# [PROBLEM DESCRIPTION]
Check every line of the entries below for "stream", and copy the lines that have it.

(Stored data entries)
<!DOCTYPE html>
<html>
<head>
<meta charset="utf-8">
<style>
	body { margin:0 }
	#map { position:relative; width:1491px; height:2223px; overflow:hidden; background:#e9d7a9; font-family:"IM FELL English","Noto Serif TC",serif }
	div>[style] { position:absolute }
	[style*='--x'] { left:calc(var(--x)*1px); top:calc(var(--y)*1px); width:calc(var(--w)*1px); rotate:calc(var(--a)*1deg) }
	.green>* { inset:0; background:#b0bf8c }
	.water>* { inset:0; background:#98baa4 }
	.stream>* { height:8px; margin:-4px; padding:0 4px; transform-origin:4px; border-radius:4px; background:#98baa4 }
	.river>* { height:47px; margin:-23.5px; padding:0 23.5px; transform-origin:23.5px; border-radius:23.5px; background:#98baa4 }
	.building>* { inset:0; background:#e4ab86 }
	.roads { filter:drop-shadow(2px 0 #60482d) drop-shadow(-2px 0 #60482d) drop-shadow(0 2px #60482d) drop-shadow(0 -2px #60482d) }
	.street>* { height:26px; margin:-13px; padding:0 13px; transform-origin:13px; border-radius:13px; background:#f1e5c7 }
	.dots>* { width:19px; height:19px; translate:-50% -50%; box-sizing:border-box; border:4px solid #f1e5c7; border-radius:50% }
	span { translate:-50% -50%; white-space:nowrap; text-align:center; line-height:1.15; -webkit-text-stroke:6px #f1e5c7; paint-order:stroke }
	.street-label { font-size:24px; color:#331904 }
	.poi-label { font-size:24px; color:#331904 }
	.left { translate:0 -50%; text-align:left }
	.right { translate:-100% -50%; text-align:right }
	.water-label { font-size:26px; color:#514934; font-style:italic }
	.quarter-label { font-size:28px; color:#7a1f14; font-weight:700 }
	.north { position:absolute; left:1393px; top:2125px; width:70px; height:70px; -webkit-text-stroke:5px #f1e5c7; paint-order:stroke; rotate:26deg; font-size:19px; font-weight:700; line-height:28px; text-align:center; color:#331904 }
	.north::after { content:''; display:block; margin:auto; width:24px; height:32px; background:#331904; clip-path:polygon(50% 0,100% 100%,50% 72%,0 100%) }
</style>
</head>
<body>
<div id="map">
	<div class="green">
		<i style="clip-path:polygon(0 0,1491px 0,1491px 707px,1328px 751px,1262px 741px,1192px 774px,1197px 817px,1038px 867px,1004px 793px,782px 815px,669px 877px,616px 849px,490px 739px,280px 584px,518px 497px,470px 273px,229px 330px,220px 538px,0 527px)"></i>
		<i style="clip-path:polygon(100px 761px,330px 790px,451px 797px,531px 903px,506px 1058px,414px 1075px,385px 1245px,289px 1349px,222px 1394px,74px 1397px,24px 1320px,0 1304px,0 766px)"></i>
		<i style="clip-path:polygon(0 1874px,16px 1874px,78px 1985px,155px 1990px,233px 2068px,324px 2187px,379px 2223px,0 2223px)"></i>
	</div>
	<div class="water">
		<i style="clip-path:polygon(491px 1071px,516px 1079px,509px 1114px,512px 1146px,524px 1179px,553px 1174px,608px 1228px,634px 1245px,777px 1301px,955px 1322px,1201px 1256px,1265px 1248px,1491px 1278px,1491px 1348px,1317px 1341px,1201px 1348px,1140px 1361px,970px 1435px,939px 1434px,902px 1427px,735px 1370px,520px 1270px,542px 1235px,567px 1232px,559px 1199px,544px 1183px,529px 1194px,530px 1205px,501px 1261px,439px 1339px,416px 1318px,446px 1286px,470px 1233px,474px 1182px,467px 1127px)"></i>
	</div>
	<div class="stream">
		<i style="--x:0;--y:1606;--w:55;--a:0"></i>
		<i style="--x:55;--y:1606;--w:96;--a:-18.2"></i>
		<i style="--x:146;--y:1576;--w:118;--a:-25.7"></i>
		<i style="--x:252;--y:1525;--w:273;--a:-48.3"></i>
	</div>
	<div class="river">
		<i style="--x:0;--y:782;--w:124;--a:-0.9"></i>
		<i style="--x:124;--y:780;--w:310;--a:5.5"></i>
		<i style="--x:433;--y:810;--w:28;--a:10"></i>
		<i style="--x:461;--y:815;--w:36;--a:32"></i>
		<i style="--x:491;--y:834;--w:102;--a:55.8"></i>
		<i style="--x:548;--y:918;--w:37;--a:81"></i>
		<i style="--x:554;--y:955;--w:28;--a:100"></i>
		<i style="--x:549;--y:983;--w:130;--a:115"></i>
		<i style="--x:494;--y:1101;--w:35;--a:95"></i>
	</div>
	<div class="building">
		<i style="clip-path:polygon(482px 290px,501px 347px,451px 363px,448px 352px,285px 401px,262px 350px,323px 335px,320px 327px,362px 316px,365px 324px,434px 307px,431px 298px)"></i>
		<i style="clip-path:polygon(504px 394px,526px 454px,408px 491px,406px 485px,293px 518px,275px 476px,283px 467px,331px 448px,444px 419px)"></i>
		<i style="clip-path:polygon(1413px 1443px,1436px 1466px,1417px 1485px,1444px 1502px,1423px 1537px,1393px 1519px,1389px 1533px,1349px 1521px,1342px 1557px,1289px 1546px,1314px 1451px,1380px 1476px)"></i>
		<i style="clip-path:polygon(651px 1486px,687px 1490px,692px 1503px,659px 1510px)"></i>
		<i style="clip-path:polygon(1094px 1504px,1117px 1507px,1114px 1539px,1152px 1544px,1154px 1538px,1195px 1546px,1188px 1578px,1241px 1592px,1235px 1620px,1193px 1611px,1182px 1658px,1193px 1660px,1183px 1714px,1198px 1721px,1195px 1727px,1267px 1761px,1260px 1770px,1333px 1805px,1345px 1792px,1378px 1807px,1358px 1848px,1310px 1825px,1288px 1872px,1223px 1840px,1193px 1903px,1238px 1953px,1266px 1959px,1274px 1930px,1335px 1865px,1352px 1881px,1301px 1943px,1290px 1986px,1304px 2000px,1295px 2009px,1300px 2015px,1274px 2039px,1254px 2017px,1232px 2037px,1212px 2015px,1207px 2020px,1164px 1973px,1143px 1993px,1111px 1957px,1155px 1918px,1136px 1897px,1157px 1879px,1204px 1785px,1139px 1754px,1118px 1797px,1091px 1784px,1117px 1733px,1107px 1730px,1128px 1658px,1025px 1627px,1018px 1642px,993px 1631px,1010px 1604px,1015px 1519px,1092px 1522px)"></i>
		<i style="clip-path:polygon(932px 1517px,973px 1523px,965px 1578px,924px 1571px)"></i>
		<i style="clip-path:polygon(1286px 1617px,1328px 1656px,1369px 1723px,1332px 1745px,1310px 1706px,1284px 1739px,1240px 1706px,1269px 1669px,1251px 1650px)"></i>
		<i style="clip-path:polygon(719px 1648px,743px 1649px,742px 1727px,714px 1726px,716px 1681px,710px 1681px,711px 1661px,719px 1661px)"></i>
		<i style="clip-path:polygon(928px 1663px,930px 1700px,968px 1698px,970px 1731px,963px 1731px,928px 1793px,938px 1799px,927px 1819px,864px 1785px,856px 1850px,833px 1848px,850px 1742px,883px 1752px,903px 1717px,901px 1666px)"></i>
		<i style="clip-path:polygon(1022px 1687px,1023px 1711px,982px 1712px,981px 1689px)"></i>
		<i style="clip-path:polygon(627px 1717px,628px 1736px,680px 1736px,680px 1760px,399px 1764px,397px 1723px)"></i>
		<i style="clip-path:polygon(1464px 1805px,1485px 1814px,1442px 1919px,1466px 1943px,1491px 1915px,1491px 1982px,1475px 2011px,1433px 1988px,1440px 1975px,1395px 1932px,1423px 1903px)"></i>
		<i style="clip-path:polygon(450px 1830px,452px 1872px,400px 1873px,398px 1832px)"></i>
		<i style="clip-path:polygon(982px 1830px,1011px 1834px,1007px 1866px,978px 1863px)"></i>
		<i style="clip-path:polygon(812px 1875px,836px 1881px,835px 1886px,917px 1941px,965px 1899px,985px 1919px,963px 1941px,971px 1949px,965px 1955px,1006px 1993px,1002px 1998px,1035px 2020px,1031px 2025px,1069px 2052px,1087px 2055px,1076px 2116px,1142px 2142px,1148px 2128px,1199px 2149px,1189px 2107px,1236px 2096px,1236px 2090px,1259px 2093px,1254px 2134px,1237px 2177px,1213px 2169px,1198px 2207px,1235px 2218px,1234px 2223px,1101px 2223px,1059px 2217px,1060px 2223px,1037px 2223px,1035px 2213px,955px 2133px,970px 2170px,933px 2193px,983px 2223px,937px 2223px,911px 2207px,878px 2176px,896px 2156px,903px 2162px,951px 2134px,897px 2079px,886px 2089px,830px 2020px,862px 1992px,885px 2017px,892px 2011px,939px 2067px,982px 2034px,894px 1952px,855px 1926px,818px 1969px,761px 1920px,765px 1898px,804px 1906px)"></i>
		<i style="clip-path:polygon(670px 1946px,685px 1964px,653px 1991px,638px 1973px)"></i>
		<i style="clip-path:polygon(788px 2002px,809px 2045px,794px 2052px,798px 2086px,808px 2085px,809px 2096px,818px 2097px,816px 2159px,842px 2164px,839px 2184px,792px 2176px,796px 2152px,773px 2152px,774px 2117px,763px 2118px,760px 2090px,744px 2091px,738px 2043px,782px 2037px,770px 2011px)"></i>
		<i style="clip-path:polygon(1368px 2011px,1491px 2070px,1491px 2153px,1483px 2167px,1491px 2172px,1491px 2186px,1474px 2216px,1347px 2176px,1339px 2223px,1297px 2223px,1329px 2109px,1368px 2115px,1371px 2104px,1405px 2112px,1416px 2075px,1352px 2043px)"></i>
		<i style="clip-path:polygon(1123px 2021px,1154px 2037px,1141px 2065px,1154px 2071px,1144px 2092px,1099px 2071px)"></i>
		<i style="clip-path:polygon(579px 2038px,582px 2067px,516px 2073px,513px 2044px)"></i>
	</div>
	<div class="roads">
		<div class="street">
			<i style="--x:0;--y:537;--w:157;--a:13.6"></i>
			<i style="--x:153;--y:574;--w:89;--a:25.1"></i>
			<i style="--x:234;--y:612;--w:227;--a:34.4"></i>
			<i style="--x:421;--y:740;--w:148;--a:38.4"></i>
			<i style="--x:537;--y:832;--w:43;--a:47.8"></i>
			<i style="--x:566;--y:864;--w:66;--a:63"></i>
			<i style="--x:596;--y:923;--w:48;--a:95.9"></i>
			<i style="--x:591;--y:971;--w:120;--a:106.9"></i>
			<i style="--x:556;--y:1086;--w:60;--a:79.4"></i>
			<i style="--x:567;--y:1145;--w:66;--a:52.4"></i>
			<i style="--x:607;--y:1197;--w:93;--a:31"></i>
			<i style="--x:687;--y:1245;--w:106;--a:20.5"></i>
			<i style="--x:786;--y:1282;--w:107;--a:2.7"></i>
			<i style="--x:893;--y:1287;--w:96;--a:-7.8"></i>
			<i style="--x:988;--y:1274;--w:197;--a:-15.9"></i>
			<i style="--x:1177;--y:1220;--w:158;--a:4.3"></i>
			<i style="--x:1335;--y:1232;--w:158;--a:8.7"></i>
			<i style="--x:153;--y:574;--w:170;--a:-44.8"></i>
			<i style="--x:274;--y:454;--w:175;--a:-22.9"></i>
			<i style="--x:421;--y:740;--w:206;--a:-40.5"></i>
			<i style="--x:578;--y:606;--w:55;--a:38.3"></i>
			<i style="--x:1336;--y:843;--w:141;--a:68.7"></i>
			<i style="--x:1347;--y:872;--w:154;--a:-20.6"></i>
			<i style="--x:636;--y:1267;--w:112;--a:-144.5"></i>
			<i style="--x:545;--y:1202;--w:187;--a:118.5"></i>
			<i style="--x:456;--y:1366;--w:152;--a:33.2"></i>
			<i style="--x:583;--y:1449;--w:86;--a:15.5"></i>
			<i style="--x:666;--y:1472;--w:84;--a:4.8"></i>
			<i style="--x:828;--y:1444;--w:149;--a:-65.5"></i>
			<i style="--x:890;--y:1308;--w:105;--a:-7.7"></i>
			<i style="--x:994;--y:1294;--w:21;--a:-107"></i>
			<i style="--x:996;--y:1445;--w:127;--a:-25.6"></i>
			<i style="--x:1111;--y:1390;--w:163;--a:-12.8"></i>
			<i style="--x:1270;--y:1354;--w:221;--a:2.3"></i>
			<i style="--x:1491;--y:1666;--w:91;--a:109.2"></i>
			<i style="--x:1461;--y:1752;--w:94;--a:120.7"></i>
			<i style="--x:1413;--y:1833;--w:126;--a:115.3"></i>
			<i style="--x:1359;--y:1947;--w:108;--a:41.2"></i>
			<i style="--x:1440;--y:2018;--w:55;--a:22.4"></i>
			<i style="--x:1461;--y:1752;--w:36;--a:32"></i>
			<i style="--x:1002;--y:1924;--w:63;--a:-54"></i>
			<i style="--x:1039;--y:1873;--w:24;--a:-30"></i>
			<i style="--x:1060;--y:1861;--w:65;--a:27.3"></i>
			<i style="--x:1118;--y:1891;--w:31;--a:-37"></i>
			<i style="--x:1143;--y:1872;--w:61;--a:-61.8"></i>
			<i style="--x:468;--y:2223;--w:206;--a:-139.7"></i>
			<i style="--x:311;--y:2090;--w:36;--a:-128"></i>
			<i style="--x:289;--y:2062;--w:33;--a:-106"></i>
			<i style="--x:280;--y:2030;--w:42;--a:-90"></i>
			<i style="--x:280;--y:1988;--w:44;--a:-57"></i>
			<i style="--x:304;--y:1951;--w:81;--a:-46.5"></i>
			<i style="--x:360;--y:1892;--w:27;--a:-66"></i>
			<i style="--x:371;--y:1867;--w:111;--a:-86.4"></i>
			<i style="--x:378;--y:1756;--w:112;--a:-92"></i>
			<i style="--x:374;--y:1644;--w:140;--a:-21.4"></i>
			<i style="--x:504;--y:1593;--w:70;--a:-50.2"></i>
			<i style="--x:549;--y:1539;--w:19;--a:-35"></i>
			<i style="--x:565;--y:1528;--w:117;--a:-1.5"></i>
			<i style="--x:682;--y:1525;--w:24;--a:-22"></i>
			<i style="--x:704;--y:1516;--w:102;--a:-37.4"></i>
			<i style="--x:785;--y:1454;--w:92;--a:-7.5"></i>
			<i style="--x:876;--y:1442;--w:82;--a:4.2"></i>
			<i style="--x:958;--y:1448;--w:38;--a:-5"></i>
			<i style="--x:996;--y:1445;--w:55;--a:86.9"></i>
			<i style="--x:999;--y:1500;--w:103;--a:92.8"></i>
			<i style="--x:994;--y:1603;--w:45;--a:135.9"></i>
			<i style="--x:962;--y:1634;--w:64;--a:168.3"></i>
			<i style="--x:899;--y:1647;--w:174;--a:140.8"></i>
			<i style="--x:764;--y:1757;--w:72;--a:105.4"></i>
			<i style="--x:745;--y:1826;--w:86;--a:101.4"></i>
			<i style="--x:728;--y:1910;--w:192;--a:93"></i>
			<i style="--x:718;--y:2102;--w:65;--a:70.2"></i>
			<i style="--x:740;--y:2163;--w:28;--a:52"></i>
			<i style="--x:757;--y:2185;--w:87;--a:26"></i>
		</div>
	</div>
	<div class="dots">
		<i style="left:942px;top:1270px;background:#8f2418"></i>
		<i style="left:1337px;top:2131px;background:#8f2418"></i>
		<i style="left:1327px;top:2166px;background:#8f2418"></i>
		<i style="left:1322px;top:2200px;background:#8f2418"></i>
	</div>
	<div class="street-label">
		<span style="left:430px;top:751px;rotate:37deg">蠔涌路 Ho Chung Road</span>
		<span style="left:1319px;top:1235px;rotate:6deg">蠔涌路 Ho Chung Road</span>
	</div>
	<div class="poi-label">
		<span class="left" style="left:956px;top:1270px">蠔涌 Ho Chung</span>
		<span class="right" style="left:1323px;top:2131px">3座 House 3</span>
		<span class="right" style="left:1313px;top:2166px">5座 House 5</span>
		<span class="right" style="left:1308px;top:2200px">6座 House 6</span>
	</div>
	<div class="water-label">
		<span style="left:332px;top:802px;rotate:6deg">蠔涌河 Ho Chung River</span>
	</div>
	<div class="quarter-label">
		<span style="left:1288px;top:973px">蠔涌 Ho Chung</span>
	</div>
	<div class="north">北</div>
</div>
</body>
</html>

# [OUTPUT FOR THIS EXERCISE]
	.stream>* { height:8px; margin:-4px; padding:0 4px; transform-origin:4px; border-radius:4px; background:#98baa4 }
	<div class="stream">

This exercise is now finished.